Unprecedented Circumstances, Unprecedented Action

That cash flow visibility remains critical to companies of all sizes and industries, although Eberle noted that the pain is felt more acutely among some firms than others. As businesses establish new operational routines, there is an opportunity for firms to take an introspective moment and consider whether they may be in a position to help in some way, too.

In today’s environment, Eberle noted three categories of businesses.

The first are companies that are “on fire for survival,” the hotels and restaurants hit hard by the coronavirus crisis that must remain focused on cutting expenses, strengthening liquidity, and making it through another day. The second are firms that are attempting to operate as normal to hit their earnings and expansion goals. Both categories stand to gain from automated financial technologies.

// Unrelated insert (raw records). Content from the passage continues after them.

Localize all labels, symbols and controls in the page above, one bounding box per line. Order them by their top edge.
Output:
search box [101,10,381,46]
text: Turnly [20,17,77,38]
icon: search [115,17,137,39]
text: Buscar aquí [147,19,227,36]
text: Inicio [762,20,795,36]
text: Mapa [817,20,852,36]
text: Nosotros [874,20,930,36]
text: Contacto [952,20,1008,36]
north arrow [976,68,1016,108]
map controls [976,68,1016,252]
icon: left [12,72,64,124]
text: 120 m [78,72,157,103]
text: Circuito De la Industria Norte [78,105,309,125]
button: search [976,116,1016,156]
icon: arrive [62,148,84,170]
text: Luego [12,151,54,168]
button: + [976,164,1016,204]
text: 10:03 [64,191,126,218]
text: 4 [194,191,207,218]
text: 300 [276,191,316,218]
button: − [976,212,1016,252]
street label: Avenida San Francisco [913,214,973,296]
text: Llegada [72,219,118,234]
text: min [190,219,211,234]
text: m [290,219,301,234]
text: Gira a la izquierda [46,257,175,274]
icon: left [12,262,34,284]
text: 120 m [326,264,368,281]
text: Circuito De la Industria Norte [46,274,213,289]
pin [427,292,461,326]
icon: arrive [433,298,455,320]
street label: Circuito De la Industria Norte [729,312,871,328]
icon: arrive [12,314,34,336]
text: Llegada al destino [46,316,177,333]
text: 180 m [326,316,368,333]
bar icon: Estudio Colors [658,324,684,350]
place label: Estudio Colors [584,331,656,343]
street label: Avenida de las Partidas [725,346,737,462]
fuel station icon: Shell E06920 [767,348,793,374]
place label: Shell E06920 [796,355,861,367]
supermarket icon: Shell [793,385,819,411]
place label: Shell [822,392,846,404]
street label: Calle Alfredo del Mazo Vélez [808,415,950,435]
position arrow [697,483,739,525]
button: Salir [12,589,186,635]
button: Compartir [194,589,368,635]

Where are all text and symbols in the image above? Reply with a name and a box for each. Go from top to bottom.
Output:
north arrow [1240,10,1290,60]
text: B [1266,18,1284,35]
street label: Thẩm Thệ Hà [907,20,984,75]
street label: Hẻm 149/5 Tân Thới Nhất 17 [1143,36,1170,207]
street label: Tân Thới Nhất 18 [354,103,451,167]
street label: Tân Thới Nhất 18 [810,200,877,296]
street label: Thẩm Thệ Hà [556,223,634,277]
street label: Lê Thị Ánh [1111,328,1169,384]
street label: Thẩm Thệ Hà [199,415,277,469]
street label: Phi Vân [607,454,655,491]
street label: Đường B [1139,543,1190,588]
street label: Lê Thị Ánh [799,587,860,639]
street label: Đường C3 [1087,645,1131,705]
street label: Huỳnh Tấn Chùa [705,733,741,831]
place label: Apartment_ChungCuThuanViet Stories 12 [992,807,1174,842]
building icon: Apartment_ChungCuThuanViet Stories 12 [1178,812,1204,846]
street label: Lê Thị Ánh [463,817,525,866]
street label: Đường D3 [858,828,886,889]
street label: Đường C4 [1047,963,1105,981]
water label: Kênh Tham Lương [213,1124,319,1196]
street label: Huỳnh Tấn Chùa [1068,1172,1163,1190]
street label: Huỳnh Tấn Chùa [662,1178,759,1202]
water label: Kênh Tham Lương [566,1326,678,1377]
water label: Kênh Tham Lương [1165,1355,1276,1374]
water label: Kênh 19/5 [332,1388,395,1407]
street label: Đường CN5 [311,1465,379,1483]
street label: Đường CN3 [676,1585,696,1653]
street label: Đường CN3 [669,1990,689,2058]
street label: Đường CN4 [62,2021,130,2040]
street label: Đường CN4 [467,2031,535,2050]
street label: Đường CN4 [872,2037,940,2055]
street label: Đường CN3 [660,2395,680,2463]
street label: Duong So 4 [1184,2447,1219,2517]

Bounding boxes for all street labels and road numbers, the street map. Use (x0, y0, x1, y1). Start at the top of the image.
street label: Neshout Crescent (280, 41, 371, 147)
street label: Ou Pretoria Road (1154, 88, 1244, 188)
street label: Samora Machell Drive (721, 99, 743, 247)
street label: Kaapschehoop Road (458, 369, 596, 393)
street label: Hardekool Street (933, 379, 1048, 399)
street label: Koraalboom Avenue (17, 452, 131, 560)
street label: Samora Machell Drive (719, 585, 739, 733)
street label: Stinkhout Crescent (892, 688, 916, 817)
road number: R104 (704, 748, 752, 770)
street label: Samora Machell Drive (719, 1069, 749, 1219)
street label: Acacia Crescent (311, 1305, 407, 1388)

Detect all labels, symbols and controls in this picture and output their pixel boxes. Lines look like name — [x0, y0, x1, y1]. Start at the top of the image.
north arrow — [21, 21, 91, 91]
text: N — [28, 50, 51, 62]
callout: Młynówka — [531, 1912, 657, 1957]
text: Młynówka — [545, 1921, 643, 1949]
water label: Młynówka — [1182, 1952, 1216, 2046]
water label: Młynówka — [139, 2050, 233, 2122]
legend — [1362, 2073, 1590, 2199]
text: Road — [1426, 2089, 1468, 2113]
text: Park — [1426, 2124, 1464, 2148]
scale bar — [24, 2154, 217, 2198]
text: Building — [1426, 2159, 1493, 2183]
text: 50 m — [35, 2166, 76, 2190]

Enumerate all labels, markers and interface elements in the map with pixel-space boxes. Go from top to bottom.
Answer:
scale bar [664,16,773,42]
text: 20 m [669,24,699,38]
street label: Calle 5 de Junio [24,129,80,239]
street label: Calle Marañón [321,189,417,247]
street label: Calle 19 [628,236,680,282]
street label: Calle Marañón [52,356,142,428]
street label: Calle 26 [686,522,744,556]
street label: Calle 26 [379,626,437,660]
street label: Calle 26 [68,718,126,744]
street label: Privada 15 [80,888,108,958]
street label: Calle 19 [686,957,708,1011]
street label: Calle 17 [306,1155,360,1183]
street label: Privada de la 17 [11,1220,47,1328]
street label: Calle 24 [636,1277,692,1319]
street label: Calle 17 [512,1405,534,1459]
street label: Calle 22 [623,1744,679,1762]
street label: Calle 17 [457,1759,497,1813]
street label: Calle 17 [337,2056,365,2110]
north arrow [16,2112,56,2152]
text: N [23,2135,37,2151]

In the third category are the companies in a position to help others, whether through reconfiguring their business models or launching new products to assist in various ways. Bottomline is in this category, said Eberle, adding that he hopes more firms will find themselves in a similar position. But for businesses to make the most of their contributions, they must innovate and think outside the box of their traditional operations and offerings.

“We did something a little different, something we’ve never done before,” said Eberle. “But, then, none of us has been through a circumstance like this in our lifetimes.”